One of the disadvantages of the business entity concept in accounting is that company owners must be very careful to keep detailed and accurate financial records, particularly of their expenditures. All personal and business expenses must be kept separate. This means that procedures should be set in place to ensure that accounting records reflect accurate expense amounts based on the purpose or percentage of use. For example, if a business owner purchases gas for a car personally owned by him using a personal credit card, but uses that gas and car for business travel, then the owner should be reimbursed for those expenses using the standard mileage rate allowed by the Internal Revenue Service (IRS). However, if the business owner takes the company owned car and uses his business credit card to purchase gas while on a week-long vacation, those expenditures should not be recorded as business expenses in the company financial records but should be taken as a personal withdrawal.

Managing Corporate Divisions or Multiple Businesses 

Another business entity example that requires separate accounting is when distinct divisions exist within a company or an individual owns more than one business. If your business grows, you may have the opportunity to expand beyond the scope of your current operations. You may choose to set up a separate division within the company to handle this new business opportunity. In order to track the financial health and operations of this segment of the company, it is a good idea to record all the income and expenses separately from the other part of the company. This can be done by utilizing "classes" within accounting software such as QuickBooks. For tax and legal purposes, the division still falls under the auspices of the main company, but the separate accounting will enable you to evaluate the its financial health independently.

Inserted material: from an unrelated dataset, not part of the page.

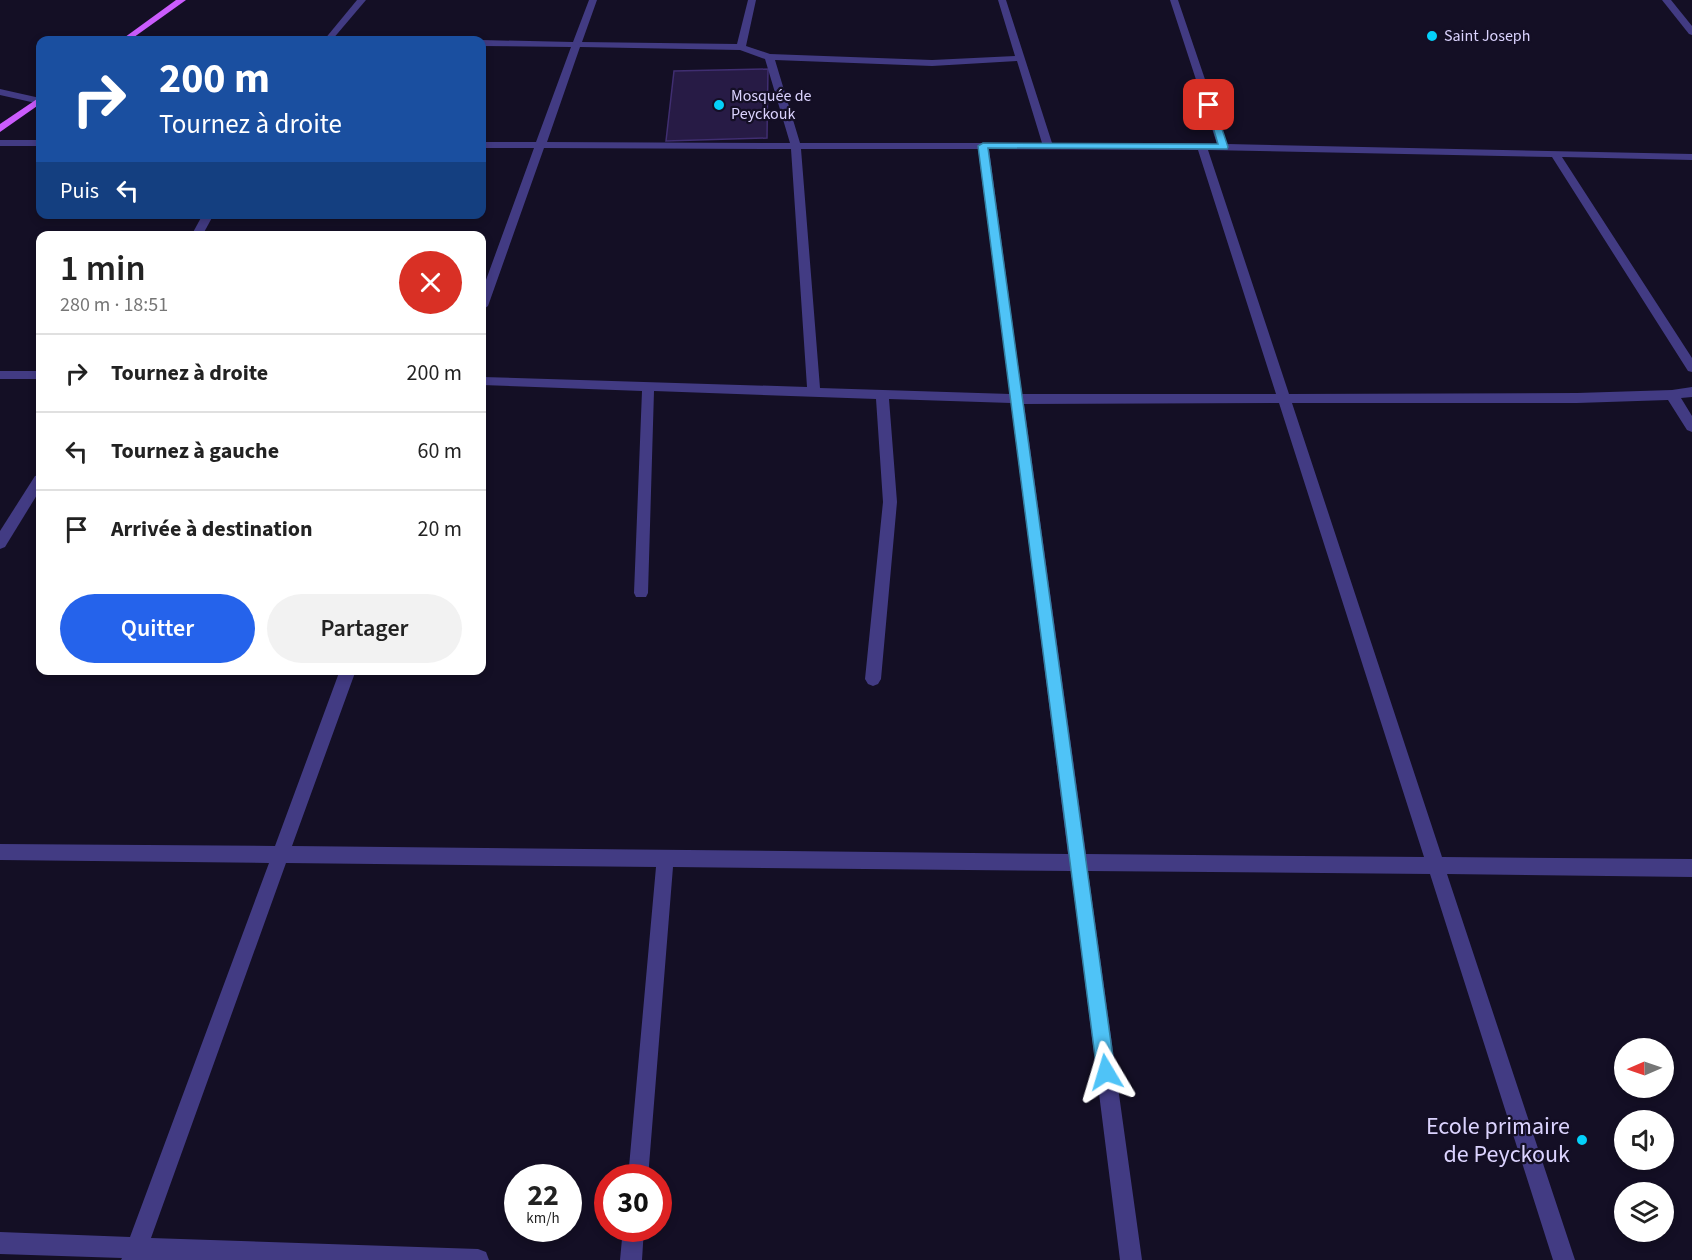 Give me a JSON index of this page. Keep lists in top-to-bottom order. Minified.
{"places":["Saint Joseph","Mosquée de Peyckouk","Ecole primaire de Peyckouk"],"north":"left","page":{"turn":["200 m","Tournez à droite"],"then":"Puis","heading":["1 min","280 m · 18:51"],"list":[{"name":"Tournez à droite","value":"200 m"},{"name":"Tournez à gauche","value":"60 m"},{"name":"Arrivée à destination","value":"20 m"}],"buttons":["Quitter","Partager"],"speed":"22 km/h","limit":"30"}}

Similarly, if a business owner runs more than one company, separate entity assumption should be maintained for each business. Although the owner is the same, the companies may be very different in scope and size, and all transactions should be recorded separately.

Business Entity Concept states that the business and the owner are two separate entities and accordingly must be treated separately. This concept is also called ‘Economic Entity Principle’ which explains that all the businesses, related businesses and the owners are separate entities and therefore these must be dealt with and accounted for separately. For example in a partnership firm, partners and the partnership/business are two separate entities. In case of corporations/companies, the company and its shareholders two separate entities. In case of sole proprietorship the business and the owner are two separate entities under accounting principle.

Explanation of Business Entity Concept

The business entity is defined as the undertakings which are under the control of a single management. The basic purpose of the financial record keeping of business entity is to measure that how successful or otherwise the business has been in terms of profit or loss. While recording and bookkeeping, accountants want to know that for whom they are accounting. This concept starts with the fact that business unit is separate entity with its owner(s) identity. An accountant is duty bound to keep the business and its activities quite separate from its owners at the time of bookkeeping. Owners’ personal activities should not be incorporated or merged with the business activities. Only those economic events performed by the owners which bear direct connection with business and affect the entity are recorded. When the separate entity concept is applied, the accounting records are kept only with viewpoint of business unit and not the owners. The accounting equation which captures the essence of business entity concept is:

Liability + Capital = Assets

This principle accommodates the concepts and principles of consolidation of financial statements. A parent company having subsidiaries companies can prepare and issue consolidated financial statements under relevant accounting standards without harming the concepts of separate entity principle. Moreover, this concept does not refrain a business unit from separating the departments by functions within the unit.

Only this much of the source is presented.